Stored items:
====
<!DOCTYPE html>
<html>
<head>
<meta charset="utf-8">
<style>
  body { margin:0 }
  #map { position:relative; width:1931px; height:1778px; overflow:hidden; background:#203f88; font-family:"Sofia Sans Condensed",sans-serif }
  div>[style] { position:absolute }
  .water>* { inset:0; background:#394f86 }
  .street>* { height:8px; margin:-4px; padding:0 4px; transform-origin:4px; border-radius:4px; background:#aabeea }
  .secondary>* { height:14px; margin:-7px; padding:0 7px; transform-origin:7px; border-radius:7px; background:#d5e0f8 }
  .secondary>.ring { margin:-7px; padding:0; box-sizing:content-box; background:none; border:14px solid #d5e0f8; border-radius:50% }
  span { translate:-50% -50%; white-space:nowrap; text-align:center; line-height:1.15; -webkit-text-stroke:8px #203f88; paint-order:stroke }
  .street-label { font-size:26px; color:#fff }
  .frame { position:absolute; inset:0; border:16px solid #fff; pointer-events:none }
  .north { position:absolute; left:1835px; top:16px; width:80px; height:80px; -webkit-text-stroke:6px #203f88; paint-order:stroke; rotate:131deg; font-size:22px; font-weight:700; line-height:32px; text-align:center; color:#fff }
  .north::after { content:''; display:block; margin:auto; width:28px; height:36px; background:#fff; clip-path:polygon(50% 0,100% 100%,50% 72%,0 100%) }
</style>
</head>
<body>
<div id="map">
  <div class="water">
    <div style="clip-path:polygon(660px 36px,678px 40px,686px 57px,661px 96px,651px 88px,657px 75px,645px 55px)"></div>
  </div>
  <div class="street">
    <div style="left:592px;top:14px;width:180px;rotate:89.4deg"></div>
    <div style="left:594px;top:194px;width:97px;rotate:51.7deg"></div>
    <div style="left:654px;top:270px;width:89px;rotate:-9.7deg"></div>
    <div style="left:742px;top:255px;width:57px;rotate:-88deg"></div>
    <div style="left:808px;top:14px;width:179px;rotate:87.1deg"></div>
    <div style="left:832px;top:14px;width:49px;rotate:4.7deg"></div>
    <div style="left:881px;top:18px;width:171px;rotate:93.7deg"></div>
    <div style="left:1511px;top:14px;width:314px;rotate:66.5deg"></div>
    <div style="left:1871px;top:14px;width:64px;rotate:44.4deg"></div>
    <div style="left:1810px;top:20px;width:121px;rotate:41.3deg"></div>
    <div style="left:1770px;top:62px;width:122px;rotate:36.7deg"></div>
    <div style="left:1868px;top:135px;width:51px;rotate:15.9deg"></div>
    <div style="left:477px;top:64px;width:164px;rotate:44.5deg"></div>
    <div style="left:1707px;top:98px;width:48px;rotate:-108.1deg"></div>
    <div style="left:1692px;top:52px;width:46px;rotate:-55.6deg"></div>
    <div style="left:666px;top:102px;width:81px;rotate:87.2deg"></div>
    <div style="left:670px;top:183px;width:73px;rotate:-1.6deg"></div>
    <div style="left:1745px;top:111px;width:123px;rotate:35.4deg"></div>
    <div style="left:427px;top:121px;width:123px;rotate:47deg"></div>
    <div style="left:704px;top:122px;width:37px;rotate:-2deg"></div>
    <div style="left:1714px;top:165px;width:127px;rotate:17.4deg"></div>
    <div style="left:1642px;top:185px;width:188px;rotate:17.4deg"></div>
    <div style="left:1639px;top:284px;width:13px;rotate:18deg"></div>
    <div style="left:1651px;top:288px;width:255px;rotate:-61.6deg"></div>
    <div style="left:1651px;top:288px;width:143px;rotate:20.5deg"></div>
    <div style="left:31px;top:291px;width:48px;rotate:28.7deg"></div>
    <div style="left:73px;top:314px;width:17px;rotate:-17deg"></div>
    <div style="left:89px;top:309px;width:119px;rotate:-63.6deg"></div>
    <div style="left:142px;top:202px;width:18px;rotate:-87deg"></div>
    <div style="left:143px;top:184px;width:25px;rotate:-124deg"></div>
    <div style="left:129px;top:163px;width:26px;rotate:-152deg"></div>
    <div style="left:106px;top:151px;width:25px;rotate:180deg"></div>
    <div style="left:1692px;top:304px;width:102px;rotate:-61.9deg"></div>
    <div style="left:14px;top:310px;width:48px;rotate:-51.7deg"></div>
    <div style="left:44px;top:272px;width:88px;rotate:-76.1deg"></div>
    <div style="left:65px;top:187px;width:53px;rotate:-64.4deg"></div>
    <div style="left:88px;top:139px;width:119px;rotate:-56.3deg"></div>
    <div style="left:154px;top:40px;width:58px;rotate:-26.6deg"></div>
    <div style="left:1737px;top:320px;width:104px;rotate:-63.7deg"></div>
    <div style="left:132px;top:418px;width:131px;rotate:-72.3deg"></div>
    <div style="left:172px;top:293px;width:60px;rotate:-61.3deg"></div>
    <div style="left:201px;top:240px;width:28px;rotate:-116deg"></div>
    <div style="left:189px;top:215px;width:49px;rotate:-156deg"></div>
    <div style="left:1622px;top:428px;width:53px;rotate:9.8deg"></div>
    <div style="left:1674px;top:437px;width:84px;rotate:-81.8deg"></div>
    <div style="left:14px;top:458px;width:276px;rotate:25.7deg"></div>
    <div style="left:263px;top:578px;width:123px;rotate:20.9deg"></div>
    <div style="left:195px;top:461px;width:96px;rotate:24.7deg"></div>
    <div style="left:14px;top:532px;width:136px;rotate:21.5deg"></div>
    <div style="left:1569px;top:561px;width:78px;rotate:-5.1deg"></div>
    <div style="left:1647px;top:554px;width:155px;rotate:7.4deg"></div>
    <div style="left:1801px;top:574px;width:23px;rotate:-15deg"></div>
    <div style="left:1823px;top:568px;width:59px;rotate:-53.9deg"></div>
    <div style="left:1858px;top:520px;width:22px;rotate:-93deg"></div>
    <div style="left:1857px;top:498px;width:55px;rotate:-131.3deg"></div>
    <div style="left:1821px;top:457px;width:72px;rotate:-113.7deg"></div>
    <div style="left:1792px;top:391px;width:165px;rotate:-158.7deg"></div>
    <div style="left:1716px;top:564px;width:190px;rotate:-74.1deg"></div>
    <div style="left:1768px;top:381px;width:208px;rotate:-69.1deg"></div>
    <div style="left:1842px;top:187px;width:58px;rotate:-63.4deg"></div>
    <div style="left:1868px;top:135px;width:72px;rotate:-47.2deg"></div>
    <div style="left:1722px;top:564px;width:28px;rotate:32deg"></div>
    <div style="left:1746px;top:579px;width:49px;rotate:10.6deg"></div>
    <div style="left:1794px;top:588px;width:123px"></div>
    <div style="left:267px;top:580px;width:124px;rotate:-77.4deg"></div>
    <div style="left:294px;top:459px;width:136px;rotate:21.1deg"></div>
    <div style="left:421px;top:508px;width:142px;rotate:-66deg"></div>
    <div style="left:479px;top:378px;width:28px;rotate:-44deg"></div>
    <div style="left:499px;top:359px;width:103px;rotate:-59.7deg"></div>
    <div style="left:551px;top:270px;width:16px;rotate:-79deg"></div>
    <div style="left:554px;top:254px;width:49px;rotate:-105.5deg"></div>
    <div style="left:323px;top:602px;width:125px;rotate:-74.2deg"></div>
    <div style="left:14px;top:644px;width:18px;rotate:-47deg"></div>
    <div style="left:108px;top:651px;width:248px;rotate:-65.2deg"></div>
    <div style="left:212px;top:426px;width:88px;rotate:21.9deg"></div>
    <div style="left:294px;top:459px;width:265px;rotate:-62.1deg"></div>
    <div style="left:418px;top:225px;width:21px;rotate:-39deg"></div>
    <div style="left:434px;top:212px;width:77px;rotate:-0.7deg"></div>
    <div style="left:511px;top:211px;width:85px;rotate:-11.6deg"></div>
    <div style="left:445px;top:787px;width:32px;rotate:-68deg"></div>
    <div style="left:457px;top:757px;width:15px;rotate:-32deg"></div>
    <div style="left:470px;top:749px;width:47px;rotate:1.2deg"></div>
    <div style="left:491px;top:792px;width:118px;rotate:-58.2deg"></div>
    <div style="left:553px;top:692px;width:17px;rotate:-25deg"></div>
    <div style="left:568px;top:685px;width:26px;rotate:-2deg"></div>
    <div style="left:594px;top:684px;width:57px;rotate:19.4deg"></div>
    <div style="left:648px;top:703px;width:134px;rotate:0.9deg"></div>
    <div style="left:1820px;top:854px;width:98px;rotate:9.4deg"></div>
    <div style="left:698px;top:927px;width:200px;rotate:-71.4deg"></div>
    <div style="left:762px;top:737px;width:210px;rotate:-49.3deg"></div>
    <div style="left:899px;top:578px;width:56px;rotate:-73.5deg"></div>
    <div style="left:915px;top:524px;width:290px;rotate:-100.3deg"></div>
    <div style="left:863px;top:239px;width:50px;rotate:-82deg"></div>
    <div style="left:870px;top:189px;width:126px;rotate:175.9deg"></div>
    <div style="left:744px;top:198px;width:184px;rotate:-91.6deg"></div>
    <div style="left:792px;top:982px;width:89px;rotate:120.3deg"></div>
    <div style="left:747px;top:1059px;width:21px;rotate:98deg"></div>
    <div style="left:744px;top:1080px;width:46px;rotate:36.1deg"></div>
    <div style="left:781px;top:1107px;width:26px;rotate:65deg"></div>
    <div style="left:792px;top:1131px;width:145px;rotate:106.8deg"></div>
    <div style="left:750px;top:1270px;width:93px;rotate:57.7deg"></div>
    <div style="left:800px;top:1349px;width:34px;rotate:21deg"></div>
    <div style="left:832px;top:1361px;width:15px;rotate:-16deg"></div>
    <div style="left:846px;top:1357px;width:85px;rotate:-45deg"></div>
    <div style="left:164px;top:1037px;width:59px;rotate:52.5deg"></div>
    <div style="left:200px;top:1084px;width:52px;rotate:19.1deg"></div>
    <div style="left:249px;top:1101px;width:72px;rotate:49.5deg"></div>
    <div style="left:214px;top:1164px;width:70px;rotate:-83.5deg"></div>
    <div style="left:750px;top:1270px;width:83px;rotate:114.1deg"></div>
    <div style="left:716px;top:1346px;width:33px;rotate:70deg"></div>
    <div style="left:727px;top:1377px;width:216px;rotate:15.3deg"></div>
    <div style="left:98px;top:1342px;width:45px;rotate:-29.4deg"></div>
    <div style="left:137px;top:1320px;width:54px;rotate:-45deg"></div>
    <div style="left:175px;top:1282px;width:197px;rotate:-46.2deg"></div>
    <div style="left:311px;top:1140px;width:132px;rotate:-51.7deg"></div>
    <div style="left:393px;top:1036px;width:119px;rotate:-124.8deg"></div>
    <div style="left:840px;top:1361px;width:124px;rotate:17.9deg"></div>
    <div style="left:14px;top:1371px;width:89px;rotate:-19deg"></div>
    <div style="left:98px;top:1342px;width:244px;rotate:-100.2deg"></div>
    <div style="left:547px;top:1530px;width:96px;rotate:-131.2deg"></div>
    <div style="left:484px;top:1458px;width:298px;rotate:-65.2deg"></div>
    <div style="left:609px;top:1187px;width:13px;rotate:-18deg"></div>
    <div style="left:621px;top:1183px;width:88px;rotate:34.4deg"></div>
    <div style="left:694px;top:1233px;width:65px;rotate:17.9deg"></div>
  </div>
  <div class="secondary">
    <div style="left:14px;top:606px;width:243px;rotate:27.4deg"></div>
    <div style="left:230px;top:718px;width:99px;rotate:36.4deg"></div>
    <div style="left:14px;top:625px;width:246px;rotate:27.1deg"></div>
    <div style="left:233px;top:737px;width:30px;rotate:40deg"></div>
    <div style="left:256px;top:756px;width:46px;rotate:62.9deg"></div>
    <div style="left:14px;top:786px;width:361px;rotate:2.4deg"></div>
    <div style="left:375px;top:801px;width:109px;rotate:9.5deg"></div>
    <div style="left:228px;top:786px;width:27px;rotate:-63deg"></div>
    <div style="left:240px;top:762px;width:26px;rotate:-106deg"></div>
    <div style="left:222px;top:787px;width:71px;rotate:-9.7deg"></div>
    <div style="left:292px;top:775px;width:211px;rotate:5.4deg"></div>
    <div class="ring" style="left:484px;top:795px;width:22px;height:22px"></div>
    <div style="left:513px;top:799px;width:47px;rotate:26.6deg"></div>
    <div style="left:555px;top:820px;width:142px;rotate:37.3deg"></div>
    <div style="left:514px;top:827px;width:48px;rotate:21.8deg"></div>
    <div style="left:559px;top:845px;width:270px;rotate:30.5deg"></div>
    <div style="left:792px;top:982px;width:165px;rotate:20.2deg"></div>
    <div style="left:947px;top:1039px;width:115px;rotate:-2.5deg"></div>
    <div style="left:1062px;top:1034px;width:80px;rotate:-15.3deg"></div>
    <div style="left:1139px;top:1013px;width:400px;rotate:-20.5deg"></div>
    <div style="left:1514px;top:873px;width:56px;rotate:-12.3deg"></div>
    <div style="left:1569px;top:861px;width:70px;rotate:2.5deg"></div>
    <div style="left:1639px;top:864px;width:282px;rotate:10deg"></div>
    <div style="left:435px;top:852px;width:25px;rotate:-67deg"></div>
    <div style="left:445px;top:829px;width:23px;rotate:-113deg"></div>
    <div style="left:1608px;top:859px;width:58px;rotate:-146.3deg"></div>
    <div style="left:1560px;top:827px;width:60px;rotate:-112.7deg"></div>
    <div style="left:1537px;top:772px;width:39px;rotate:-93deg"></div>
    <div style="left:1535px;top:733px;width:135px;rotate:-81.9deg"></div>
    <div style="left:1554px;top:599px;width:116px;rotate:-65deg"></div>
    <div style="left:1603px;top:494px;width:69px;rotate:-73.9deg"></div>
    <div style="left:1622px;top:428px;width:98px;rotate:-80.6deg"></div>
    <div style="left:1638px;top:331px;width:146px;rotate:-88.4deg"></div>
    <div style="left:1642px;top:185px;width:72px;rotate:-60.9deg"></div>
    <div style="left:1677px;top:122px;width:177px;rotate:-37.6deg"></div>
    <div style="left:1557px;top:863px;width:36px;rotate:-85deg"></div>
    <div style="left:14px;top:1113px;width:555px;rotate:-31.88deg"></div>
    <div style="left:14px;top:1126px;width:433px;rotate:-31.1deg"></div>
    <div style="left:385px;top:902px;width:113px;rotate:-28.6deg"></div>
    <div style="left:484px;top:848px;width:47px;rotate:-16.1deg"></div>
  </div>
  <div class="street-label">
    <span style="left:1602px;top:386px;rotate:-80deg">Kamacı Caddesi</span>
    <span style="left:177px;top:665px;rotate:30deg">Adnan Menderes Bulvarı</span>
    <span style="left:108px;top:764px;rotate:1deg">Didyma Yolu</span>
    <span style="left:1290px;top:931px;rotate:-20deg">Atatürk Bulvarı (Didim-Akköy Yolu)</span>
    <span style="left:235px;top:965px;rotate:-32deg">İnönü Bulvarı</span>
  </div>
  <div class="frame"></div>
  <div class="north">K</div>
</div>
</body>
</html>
====
AIM OF THE EXERCISE
Transcribe only the lines from the beginning of the entries to the line with "position:absolute; left:1835px; top:16px;", inclusive, exactly as written.

ANSWER SPACE
<!DOCTYPE html>
<html>
<head>
<meta charset="utf-8">
<style>
  body { margin:0 }
  #map { position:relative; width:1931px; height:1778px; overflow:hidden; background:#203f88; font-family:"Sofia Sans Condensed",sans-serif }
  div>[style] { position:absolute }
  .water>* { inset:0; background:#394f86 }
  .street>* { height:8px; margin:-4px; padding:0 4px; transform-origin:4px; border-radius:4px; background:#aabeea }
  .secondary>* { height:14px; margin:-7px; padding:0 7px; transform-origin:7px; border-radius:7px; background:#d5e0f8 }
  .secondary>.ring { margin:-7px; padding:0; box-sizing:content-box; background:none; border:14px solid #d5e0f8; border-radius:50% }
  span { translate:-50% -50%; white-space:nowrap; text-align:center; line-height:1.15; -webkit-text-stroke:8px #203f88; paint-order:stroke }
  .street-label { font-size:26px; color:#fff }
  .frame { position:absolute; inset:0; border:16px solid #fff; pointer-events:none }
  .north { position:absolute; left:1835px; top:16px; width:80px; height:80px; -webkit-text-stroke:6px #203f88; paint-order:stroke; rotate:131deg; font-size:22px; font-weight:700; line-height:32px; text-align:center; color:#fff }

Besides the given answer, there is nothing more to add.